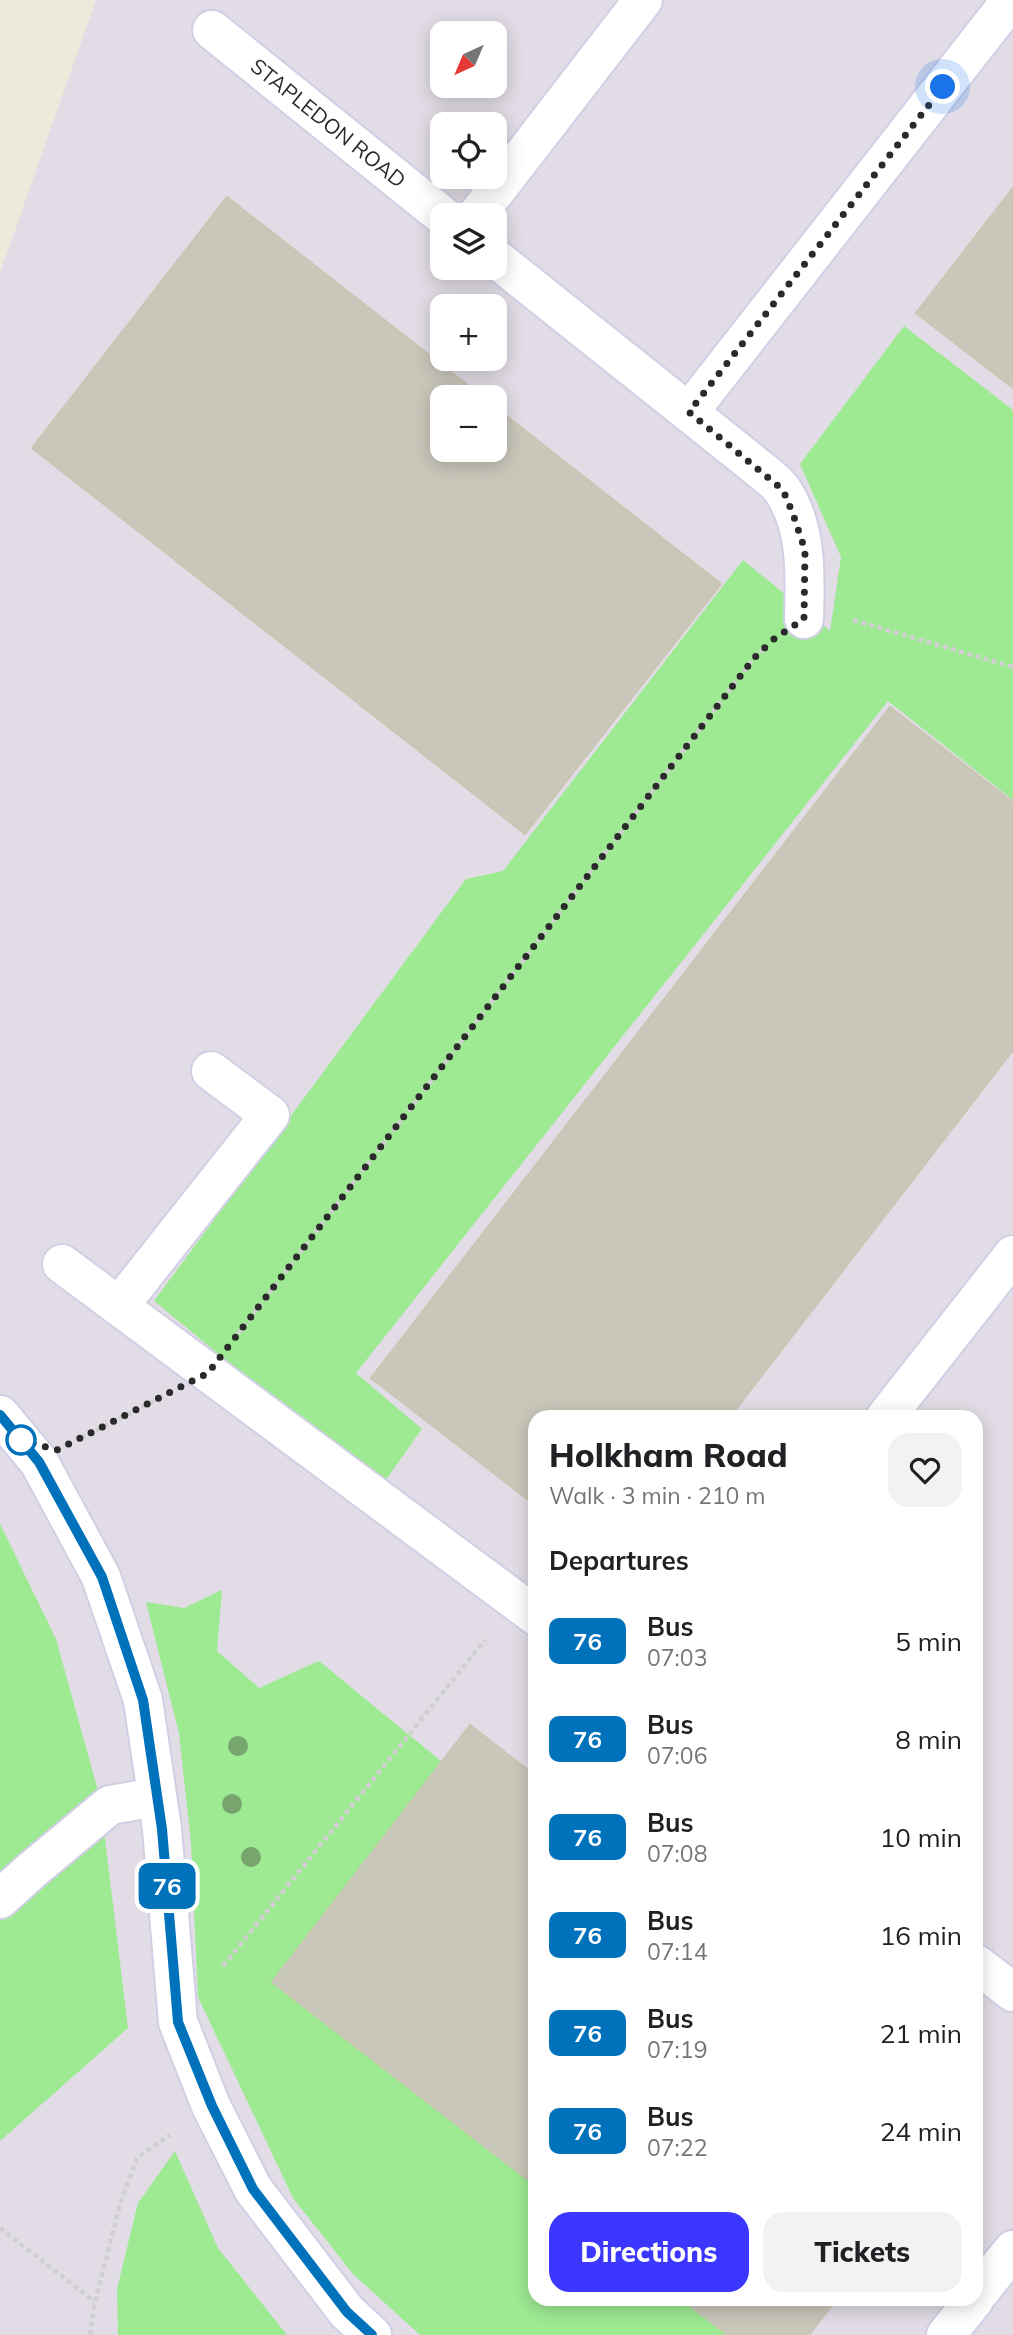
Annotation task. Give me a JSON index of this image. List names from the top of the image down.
{
  "streets": {
    "street": ["STAPLEDON ROAD"]
  },
  "lines": ["bus line 76"],
  "north": "bottom left",
  "page": {
    "on_map": "76",
    "map_buttons": ["+", "−"],
    "heading": [
      ["Holkham Road", "Walk · 3 min · 210 m"],
      "Departures"
    ],
    "list": [
      {
        "mark": "76",
        "name": "Bus",
        "note": "07:03",
        "value": "5 min"
      },
      {
        "mark": "76",
        "name": "Bus",
        "note": "07:06",
        "value": "8 min"
      },
      {
        "mark": "76",
        "name": "Bus",
        "note": "07:08",
        "value": "10 min"
      },
      {
        "mark": "76",
        "name": "Bus",
        "note": "07:14",
        "value": "16 min"
      },
      {
        "mark": "76",
        "name": "Bus",
        "note": "07:19",
        "value": "21 min"
      },
      {
        "mark": "76",
        "name": "Bus",
        "note": "07:22",
        "value": "24 min"
      }
    ],
    "buttons": ["Directions", "Tickets"]
  }
}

----

Quote every record above exactly, leaving out the pictures.

*Response*.
Annotation task. Give me a JSON index of this image. List names from the top of the image down.
{
  "streets": {
    "street": ["STAPLEDON ROAD"]
  },
  "lines": ["bus line 76"],
  "north": "bottom left",
  "page": {
    "on_map": "76",
    "map_buttons": ["+", "−"],
    "heading": [
      ["Holkham Road", "Walk · 3 min · 210 m"],
      "Departures"
    ],
    "list": [
      {
        "mark": "76",
        "name": "Bus",
        "note": "07:03",
        "value": "5 min"
      },
      {
        "mark": "76",
        "name": "Bus",
        "note": "07:06",
        "value": "8 min"
      },
      {
        "mark": "76",
        "name": "Bus",
        "note": "07:08",
        "value": "10 min"
      },
      {
        "mark": "76",
        "name": "Bus",
        "note": "07:14",
        "value": "16 min"
      },
      {
        "mark": "76",
        "name": "Bus",
        "note": "07:19",
        "value": "21 min"
      },
      {
        "mark": "76",
        "name": "Bus",
        "note": "07:22",
        "value": "24 min"
      }
    ],
    "buttons": ["Directions", "Tickets"]
  }
}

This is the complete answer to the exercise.